Widespread skepticism about the Louisiana governor’s chances.
AB Wire
The scale and volume of negative coverage Louisiana Gov. Bobby Jindal — once a rising star the in Republican Party — received Wednesday, the day he announced his candidacy for the President of the United States, is unmatched in the annals of presidential politics.
It’s hard to recall the last instance when a major presidential candidate received such a resounding thumbs down on his big day.
Reporter after reporter and blogger and after blogger dismissed the chances of the Indian American, who is languishing at the very bottom of the pile in national polls, declaring his candidacy dead on arrival.
If the Jindal camp expected some glowing coverage at least for a day, it didn’t pan out that way. Even the reliably conservative National Review expressed huge skepticism about the governor’s chances:
[Jindal’s] star has fallen somewhat over the past two years, and he will have an uphill climb in a field that’s expected to expand to 16 major candidates. In national polls, Jindal barely scratches the surface, with at most one percent of Republican primary voters saying he would be their top pick. He doesn’t fare much better in polls of early primary states, where he has rarely broken the same one-percent barrier.
The day before he announced the candidacy, the Washington Post ran a profile by its India bureau chief Annie Gowen that highlighted Jindal’s uneasy relationship with the Indian American community.
A longtime family friend named Sumir Chehl recalls how, before attending Jindal’s primary-night victory party in 2003, she received a phone call from Jindal’s father asking her to wear Western dress for the event.
“He said that’s what his political advisers were saying,” said Chehl, who nonetheless wore a flowing top and pants common in Punjab. “It gave me the feeling that he was trying to disassociate from his heritage.” She said Indian dress was also discouraged for his 2008 inauguration.
Jindal says that message did not come from his camp: “People were welcome to wear whatever they wanted.”
Discouraged by a lack of engagement, some of Jindal’s early donors have faded away, according to Sanjay Puri, chairman of the U.S. India Political Action Committee. Jindal’s top-contributors list now includes such recognizable names as cosmetics mogul Georgette Mosbacher.
Suresh C. Gupta, a Potomac, Md., doctor, gave a fundraiser for Jindal’s first gubernatorial bid. But he said Jindal has actively tried to disassociate himself from the Indian American community in recent years.
There are many reasons why news media and political analysts think Jindal is unlikely to get any traction in 2016. His embrace of the far right elements and his failure to revive Louisiana’s economy are among them.
“Running to the right isn’t working for Bobby Jindal,” according to a Politico article titled “The Stupid Party’s Candidate.”
“Bobby Jindal’s pathetic presidential hopes: He wrecked Louisiana — and now he wants a job promotion,” Salon screamed.
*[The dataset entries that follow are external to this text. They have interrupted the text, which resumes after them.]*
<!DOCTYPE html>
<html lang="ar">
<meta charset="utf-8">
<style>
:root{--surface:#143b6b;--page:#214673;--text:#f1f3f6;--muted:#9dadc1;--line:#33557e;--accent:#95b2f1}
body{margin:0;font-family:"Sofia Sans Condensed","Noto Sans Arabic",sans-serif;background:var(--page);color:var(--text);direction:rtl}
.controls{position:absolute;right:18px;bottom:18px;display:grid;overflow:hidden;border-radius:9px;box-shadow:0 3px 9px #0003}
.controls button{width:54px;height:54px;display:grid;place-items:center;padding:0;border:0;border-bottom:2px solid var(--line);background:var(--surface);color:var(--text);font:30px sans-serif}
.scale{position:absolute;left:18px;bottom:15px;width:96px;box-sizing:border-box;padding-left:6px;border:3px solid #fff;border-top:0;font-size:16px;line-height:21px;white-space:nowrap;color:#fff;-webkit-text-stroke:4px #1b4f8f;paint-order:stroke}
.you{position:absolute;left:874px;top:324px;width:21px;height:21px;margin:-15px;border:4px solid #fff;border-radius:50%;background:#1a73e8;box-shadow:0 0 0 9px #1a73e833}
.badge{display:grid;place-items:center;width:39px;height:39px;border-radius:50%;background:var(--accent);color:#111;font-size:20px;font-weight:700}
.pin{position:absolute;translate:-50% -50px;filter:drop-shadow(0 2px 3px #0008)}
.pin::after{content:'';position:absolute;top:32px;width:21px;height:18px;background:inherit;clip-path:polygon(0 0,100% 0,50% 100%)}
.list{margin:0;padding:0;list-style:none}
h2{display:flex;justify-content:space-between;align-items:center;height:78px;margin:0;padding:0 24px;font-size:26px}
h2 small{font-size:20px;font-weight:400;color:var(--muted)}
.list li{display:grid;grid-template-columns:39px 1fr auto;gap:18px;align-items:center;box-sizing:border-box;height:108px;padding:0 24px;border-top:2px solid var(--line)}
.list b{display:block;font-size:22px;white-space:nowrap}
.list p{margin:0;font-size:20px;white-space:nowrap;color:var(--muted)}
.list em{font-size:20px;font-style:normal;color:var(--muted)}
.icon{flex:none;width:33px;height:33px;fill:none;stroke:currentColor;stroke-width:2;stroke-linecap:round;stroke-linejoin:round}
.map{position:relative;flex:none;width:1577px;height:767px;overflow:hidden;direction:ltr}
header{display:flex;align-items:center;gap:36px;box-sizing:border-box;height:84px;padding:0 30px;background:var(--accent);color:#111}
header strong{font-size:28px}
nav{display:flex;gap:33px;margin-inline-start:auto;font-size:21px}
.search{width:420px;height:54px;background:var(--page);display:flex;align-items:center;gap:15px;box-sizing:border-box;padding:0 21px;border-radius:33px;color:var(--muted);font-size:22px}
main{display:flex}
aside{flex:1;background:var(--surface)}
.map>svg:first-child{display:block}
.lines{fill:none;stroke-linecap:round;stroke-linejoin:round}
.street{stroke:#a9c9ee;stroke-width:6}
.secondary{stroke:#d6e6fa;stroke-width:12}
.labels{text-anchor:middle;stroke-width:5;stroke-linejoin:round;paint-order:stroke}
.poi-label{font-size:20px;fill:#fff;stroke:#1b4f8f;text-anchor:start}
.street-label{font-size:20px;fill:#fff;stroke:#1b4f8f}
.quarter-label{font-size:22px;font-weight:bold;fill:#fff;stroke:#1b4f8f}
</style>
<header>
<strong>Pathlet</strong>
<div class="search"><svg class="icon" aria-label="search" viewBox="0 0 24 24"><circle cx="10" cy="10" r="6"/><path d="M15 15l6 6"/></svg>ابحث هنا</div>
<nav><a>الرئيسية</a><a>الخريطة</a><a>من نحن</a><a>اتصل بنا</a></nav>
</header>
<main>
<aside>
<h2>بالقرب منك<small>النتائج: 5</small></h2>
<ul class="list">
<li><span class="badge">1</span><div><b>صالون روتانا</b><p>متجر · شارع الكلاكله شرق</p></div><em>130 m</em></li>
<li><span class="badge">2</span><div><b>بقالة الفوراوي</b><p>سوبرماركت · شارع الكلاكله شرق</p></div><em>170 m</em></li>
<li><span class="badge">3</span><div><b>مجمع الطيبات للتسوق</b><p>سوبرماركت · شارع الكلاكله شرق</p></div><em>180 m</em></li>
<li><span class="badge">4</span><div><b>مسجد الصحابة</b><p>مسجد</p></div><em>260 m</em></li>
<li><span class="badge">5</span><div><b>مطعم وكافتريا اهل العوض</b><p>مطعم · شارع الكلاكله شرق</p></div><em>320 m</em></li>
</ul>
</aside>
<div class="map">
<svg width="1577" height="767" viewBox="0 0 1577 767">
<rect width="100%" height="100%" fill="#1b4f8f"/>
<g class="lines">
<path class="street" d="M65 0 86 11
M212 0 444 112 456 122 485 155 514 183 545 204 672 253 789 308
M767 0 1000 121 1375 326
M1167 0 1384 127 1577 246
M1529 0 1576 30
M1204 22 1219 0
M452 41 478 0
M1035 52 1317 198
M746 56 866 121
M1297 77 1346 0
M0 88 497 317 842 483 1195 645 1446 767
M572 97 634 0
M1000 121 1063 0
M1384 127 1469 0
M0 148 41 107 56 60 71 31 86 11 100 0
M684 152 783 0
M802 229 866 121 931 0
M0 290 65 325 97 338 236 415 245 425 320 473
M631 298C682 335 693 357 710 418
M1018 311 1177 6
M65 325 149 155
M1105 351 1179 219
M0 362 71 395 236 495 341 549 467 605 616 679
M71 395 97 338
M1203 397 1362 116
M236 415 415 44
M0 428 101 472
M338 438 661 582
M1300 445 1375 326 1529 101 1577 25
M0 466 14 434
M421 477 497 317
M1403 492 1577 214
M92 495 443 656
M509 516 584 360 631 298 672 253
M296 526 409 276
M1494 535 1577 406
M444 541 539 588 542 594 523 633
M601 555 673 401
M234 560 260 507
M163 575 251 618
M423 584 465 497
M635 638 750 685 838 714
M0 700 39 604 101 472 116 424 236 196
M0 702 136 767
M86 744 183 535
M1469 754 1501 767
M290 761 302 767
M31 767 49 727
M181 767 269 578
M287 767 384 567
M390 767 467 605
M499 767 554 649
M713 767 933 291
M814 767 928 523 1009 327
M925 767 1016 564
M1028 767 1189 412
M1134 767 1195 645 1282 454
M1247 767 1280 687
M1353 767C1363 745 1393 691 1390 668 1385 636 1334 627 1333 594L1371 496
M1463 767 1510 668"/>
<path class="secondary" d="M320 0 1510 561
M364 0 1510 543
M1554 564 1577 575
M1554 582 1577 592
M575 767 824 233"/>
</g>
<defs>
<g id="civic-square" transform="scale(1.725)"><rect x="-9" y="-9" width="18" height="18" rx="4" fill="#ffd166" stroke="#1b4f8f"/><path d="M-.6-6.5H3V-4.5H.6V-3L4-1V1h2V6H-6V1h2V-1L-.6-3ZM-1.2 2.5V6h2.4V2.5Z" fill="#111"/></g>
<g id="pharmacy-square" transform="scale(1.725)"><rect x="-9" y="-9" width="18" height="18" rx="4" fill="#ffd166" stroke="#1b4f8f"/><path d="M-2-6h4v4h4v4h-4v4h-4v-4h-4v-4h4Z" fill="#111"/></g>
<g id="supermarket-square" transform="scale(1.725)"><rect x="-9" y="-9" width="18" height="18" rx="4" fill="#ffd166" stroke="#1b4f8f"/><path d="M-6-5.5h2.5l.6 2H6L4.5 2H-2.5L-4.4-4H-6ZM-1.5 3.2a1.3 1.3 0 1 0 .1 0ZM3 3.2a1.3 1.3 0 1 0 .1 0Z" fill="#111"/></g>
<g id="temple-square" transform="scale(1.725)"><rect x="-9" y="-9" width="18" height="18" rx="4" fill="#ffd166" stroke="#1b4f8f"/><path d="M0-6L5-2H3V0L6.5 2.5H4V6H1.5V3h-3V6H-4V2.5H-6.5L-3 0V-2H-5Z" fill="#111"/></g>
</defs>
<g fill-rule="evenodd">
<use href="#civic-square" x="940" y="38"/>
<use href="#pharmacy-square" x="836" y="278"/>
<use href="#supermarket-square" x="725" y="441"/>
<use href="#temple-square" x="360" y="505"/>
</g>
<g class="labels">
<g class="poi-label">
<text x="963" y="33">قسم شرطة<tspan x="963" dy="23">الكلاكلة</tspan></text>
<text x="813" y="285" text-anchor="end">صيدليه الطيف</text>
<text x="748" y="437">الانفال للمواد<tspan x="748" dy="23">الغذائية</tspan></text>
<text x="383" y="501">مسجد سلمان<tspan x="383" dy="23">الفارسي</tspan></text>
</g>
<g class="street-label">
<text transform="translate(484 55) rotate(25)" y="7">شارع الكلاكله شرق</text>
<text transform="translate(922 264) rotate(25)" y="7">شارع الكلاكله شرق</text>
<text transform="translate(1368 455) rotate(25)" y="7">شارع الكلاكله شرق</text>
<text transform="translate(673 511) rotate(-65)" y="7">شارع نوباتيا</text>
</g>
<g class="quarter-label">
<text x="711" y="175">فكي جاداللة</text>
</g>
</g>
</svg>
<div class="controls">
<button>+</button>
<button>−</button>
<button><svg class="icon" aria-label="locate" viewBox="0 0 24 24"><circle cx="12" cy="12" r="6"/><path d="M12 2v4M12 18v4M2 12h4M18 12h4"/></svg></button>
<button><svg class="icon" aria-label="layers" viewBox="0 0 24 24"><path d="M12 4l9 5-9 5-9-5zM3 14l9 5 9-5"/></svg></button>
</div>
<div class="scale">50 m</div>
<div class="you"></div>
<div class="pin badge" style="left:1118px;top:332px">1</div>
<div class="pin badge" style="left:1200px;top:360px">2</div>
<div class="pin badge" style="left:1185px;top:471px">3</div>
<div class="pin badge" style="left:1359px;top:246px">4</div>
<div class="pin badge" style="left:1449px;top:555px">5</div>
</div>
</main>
Here are more sample headlines:
“Bobby Jindal was supposed to be ‘the next Ronald Reagan.’ Here’s what went wrong.” Yahoo! Politics
“Is Bobby Jindal Getting Started or Already Finished?” National Journal
“Bobby Jindal faces an uphill fight in the crowded 2016 field,” CNN.com
“Our Views: Bobby Jindal’s presidential address ‘short on substance, ‘devoid of specifics’” (Editorial), The New Orleans Advocate
The narrative has been written. Now the question is can Bobby Jindal overcome it?
3 Comments
This man has no political future. He was given a chance to prove himself at the the rebuttal to Obama’s speech. He proved that he has neither the charisma nor the skills to be elected to office. He was an utter failure in the rebuttal and he has fallen down the ladder since then. The only ones who would vote for him is his mother in law. He is too juvenile looking for a national office. He dresses like a cab driver and he has loser written all over him, With the race relations getting worse in the South, the voting block has changed. The Indian Americans contributors are fleeing away from him and the mainstream (that he identifies himself with as American) won’t touch him with a ten foot barge pole.
As someone who lives in Louisiana, let me assure you, Jindal’s campaign is not only dead on arrival but is dead on departure. The man is nuts.
And what would he have to do in order not to be “nuts” in your eyes?